───── Records for processing ─────

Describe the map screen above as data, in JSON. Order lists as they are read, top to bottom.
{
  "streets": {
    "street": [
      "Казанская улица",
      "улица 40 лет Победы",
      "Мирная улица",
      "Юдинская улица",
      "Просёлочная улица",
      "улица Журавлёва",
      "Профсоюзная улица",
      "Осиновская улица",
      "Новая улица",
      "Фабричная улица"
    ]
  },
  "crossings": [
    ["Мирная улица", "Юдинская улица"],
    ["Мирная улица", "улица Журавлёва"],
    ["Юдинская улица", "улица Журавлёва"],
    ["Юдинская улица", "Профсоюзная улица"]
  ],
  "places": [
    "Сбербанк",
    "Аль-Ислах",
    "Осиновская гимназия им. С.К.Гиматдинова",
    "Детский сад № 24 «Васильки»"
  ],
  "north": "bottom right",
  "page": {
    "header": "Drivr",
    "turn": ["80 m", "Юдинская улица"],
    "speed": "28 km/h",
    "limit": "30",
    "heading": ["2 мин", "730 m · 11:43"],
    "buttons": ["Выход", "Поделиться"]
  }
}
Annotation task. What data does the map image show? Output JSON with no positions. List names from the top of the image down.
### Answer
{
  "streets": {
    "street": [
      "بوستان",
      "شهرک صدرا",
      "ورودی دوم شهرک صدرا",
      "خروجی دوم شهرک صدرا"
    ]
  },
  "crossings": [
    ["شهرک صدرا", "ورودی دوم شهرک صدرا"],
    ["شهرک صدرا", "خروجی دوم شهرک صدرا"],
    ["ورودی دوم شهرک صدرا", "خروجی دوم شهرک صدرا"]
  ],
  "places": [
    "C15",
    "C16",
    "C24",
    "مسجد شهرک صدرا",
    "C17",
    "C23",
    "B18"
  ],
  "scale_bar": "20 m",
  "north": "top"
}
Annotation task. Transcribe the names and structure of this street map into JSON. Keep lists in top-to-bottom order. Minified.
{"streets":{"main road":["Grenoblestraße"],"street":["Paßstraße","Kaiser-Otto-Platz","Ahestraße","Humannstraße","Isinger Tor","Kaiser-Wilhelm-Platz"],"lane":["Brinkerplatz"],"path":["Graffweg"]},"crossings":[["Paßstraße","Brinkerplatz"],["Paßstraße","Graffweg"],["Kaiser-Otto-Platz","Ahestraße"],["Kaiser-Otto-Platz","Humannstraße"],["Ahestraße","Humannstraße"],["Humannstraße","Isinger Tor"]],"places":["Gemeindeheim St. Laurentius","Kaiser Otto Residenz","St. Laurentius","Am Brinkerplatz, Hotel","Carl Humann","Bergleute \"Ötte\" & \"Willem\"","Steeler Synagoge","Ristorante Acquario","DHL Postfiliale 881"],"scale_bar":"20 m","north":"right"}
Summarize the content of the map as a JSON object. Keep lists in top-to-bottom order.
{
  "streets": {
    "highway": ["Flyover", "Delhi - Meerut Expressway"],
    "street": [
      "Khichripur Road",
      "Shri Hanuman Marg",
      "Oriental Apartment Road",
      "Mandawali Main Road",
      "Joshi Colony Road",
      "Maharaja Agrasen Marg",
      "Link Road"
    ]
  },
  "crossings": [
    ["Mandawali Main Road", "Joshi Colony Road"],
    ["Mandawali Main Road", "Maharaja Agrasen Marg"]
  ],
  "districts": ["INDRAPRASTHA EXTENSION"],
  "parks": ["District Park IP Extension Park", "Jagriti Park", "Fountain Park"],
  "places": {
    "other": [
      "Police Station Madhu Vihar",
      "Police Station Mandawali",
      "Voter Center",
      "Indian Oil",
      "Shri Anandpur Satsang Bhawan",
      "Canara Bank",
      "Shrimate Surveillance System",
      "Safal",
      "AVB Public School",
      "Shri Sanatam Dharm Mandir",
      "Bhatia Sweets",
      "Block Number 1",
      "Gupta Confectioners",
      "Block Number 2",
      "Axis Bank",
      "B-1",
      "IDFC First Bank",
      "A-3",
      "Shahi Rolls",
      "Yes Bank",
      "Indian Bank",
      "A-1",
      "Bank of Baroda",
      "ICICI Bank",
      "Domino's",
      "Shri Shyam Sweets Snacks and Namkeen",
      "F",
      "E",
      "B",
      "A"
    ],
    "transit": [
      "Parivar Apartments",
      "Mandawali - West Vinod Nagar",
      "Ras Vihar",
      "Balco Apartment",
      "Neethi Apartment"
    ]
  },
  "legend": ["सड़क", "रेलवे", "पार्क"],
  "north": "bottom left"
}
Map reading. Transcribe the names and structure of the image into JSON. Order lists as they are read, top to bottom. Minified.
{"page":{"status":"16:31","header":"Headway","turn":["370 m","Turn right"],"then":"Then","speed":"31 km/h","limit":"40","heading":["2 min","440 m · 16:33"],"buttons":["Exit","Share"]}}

─────

Show every line of the data that includes the string "places".

## Solution
  "places": [
  "places": [
{"streets":{"main road":["Grenoblestraße"],"street":["Paßstraße","Kaiser-Otto-Platz","Ahestraße","Humannstraße","Isinger Tor","Kaiser-Wilhelm-Platz"],"lane":["Brinkerplatz"],"path":["Graffweg"]},"crossings":[["Paßstraße","Brinkerplatz"],["Paßstraße","Graffweg"],["Kaiser-Otto-Platz","Ahestraße"],["Kaiser-Otto-Platz","Humannstraße"],["Ahestraße","Humannstraße"],["Humannstraße","Isinger Tor"]],"places":["Gemeindeheim St. Laurentius","Kaiser Otto Residenz","St. Laurentius","Am Brinkerplatz, Hotel","Carl Humann","Bergleute \"Ötte\" & \"Willem\"","Steeler Synagoge","Ristorante Acquario","DHL Postfiliale 881"],"scale_bar":"20 m","north":"right"}
  "places": {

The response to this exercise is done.